English Deutsch Français Italiano Español Português 繁體中文 Bahasa Indonesia Tiếng Việt ภาษาไทย
All categories

What's the scientific theory of the multiverse?

Is our universe infinite? Will it always be able to support life in some form or another? Could an intelligent civilization survive on a cosmic scale and survive the "death" of the universe?

Oh, the tough questions! To be human is to question!

2007-03-17 21:31:54 · 2 answers · asked by Dalarus 7 in Science & Mathematics Astronomy & Space

2 answers

It's not really a theory. Just a hypothesis. I don't think there is a way to study other universes since they would inhabit distinct regions of space-time.

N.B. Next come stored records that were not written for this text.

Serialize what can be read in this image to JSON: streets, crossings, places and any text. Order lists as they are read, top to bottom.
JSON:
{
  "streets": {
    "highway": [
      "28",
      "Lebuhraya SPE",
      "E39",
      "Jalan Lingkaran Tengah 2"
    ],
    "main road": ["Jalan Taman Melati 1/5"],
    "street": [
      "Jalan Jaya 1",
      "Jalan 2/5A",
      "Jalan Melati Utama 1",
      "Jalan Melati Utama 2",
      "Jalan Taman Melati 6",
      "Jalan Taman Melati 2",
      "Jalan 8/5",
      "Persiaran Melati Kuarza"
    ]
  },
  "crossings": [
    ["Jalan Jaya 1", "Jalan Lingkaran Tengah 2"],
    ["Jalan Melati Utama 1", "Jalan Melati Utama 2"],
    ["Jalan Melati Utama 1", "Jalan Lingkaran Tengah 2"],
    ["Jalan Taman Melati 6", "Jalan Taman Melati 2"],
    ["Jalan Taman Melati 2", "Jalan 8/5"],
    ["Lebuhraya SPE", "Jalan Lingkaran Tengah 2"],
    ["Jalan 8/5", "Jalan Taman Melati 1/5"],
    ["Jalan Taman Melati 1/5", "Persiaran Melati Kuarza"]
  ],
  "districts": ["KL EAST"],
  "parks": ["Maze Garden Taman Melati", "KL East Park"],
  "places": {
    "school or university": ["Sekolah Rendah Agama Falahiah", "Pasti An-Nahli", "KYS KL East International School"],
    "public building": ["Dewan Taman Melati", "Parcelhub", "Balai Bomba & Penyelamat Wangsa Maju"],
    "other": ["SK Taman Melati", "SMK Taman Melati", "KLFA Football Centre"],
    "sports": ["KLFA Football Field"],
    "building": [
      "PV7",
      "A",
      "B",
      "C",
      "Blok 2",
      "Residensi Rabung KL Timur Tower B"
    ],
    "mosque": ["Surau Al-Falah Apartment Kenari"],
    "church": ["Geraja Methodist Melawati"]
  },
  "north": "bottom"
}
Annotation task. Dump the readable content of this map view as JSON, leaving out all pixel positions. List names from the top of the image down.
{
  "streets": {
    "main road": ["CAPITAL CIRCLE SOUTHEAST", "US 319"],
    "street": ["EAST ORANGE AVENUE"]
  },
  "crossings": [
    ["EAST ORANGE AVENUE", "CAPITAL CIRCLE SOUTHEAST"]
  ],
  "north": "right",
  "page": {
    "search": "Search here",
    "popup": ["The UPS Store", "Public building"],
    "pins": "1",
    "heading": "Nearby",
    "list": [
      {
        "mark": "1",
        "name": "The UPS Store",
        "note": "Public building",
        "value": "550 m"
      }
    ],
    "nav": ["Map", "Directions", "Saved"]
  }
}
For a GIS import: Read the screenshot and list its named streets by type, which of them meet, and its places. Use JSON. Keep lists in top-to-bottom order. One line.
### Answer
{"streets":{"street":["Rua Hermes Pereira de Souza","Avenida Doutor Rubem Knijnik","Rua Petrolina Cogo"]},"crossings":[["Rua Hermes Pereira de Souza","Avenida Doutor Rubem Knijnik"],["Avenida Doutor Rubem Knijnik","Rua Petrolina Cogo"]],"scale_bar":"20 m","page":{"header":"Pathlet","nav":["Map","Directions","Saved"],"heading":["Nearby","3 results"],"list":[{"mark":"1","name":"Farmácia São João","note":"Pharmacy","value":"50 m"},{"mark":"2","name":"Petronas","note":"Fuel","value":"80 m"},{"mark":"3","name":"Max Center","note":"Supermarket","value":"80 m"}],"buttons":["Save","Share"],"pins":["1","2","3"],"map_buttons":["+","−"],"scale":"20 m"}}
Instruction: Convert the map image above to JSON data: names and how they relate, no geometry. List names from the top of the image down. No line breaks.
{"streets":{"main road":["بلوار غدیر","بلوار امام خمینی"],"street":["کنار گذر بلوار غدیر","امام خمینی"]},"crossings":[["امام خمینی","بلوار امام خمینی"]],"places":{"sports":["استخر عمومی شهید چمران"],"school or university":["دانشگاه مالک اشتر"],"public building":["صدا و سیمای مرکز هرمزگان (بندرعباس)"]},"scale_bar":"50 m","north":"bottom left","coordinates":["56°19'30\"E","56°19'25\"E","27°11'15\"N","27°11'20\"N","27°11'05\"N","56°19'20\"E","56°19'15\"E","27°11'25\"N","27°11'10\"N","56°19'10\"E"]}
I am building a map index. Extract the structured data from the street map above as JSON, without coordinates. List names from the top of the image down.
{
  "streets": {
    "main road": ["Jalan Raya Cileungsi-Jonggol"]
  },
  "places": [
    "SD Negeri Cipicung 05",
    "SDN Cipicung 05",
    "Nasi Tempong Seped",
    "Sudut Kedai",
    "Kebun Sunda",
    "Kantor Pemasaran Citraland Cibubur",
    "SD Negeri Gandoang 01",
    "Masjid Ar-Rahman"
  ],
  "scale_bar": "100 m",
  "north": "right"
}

No, our universe is finite and eventually it will not be able to support life. Heat death will come trillions of years from now and eventually all protons will decay (~10^40 years) thus making it impossible for even the most advanced civilization to survive.

2007-03-17 21:51:50 · answer #1 · answered by gebobs 6 · 1 0

Universe means one and I think there is only one.
If the mutiverse thing was true it would have to be connected so it would still be part of us.
If it wasn't connected it would have no relevance to us so it wouldn't exist.
The universe is a finite entity one day it didn't exist and one day it will go out of existence.
We are part of the universe so when it;s days end there will be no escape for us or anything that is a part of it.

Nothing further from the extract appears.